BaseStore: The Store Abstraction Layer¶
The BaseStore is the foundational abstraction that defines the contract for all long-term memory implementations in Agentflow. It provides a clean, async-first interface that enables different storage backends—from vector databases to managed memory services—to work seamlessly within the framework.
Architecture Philosophy¶
The Abstraction Principle¶
Rather than locking you into a specific storage solution, Agentflow adopts a provider-agnostic approach to long-term memory. The BaseStore abstract base class defines a consistent API that different backends implement, allowing you to:
- Switch storage providers without changing agent code
- Experiment with different backends to find what works best
- Mix multiple stores for different use cases within the same application
- Build custom implementations tailored to specific requirements
from agentflow.store import BaseStore, QdrantStore, Mem0Store
# All implementations share the same interface
store_a: BaseStore = QdrantStore(embedding=embedding_service, path="./data")
store_b: BaseStore = Mem0Store(config=mem0_config)
# Same API works with any backend
memory_id = await store_a.astore(config, content, memory_type=MemoryType.EPISODIC)
results = await store_b.asearch(config, query="previous conversation")
Design Principles¶
The BaseStore interface is built on several key principles that guide its architecture:
1. Async-First for Performance
All core operations are asynchronous by default, with synchronous wrappers provided for compatibility:
# Async-first design (preferred)
memory_id = await store.astore(config, content)
# Sync wrapper available when needed
memory_id = store.store(config, content)
2. Configuration-Driven Context
Every operation accepts a config dictionary that provides context about the user, thread, and application scope:
config = {
"user_id": "alice",
"thread_id": "conversation_123",
"app_id": "customer_support"
}
# Config flows through all operations
await store.astore(config, content)
await store.asearch(config, query)
3. Content Flexibility
Store accepts both raw strings and structured Message objects, allowing seamless integration with agent workflows:
# Store string content
await store.astore(config, "User prefers technical documentation")

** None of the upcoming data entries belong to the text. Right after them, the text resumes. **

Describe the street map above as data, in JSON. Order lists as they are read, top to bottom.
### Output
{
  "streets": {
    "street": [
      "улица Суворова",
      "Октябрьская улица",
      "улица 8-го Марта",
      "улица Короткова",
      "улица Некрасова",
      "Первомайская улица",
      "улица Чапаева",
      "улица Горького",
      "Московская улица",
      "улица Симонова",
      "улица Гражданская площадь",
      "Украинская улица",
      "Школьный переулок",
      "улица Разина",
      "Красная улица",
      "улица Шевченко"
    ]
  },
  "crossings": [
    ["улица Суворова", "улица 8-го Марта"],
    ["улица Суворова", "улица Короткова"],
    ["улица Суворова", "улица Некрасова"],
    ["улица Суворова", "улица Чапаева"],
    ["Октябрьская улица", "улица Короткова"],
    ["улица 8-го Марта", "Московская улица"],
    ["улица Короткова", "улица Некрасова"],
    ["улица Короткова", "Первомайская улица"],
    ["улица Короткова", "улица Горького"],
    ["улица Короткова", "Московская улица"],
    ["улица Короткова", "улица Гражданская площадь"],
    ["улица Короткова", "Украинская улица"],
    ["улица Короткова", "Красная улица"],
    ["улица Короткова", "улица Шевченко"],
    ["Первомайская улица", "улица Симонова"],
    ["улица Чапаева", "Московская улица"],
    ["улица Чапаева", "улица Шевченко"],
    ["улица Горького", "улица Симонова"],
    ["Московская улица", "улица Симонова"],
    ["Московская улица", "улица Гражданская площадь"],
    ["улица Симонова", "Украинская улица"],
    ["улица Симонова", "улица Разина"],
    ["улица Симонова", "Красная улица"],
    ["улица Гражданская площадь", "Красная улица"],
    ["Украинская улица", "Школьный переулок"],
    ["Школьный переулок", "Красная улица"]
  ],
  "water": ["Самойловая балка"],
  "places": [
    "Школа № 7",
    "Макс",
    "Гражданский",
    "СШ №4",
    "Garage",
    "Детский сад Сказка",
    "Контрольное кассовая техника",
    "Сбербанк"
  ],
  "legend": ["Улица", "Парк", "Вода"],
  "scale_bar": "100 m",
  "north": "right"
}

# Store Message objects directly
message = Message.from_text("Hello!", role="user")
await store.astore(config, message)
4. Rich Metadata Support
Every memory can be enriched with metadata, memory types, categories, and custom attributes:
await store.astore(
config=config,
content="User solved bug using debugger",
memory_type=MemoryType.EPISODIC,
category="problem_solving",
metadata={
"difficulty": "medium",
"tools_used": ["debugger", "logs"],
"time_to_solve": "15_minutes"
}
)
Core Operations¶
The BaseStore defines a comprehensive set of operations that cover the entire memory lifecycle:
Storage Operations¶
Store Individual Memories
async def astore(
self,
config: dict[str, Any],
content: str | Message,
memory_type: MemoryType = MemoryType.EPISODIC,
category: str = "general",
metadata: dict[str, Any] | None = None,
**kwargs,
) -> str:
"""Store a single memory and return its ID."""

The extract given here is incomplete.